The Manorite felt it and glanced back with a disapproving look. He knew better than to comment about it, though. After all, Fu could quite easily crush his measly will with his mind mage strength. In fact, he could crush them all. Only… the time wasn’t right yet.
And Mother asked me not to.
There were very few times in his life when Mother backed down from a fight. He wasn’t sure why she decided to that night, but it must have been something important to her. Either that, or she believed in Father’s influence within the Manor that much.
FuSoYa wasn’t as sure. He knew enough about Father to recognize that his timid and good-natured spirit often earned him an express view of the underside of other people’s boots. That wasn’t the route that Fu planned to take in life. He had power and he planned to use it.
Just… not yet.
“It’s not all bad, you know,” the man continued to attempt casual conversation.

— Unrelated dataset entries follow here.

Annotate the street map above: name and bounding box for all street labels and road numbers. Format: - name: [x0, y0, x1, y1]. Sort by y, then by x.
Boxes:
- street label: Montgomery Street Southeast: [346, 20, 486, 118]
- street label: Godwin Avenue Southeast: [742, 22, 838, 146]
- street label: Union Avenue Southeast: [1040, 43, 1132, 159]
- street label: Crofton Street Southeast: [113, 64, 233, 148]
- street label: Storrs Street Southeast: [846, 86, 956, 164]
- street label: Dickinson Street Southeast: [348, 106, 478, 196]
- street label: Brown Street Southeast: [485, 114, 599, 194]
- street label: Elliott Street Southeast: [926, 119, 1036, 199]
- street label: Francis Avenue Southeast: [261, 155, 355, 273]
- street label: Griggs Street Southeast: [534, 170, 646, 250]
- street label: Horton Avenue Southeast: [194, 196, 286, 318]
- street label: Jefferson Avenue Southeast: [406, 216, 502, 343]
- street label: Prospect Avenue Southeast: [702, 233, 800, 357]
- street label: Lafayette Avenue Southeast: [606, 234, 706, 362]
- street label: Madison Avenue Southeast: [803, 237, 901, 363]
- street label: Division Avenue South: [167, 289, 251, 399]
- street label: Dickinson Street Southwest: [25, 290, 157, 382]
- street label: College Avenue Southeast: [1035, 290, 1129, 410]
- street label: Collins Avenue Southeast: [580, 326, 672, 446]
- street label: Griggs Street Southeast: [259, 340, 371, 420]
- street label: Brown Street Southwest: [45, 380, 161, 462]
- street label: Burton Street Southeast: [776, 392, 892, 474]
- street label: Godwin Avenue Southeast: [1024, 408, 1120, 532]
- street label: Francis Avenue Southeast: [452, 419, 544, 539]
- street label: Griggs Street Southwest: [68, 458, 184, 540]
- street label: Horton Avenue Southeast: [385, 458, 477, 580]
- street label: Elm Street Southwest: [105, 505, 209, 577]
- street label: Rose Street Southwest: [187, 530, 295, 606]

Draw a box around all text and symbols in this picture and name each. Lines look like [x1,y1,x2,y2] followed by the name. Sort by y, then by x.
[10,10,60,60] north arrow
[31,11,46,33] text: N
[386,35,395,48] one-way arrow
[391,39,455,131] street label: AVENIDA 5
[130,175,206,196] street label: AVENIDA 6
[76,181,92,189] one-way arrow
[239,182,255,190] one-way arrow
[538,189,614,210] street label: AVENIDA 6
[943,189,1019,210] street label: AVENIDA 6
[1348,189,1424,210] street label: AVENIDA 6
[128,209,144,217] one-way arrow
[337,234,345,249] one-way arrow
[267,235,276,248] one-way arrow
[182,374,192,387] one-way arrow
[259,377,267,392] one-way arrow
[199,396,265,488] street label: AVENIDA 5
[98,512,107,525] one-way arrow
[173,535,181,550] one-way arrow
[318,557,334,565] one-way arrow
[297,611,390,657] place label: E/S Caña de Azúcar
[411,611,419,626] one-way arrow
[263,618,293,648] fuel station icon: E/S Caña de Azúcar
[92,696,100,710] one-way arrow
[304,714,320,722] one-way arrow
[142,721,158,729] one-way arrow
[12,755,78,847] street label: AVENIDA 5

A conversation that Fu was not interested in. He gave a low grunt, hoping the other would get a clue.
He didn’t. Instead, the Manorite took it as a signal to press on. “No, really. They teach a lot of pretty cool things in the city.”
“Pretty… cool?” FuSoYa echoed the unfamiliar slang. The man certainly talked weird enough.
The Manorite didn’t catch the disdain in his voice that time either. “Just name it. Magic. Weaponry. The Masters teach it all.”
Fu rewarded the man’s enthusiasm with a scowl, “So you would not be upset if you were in my place?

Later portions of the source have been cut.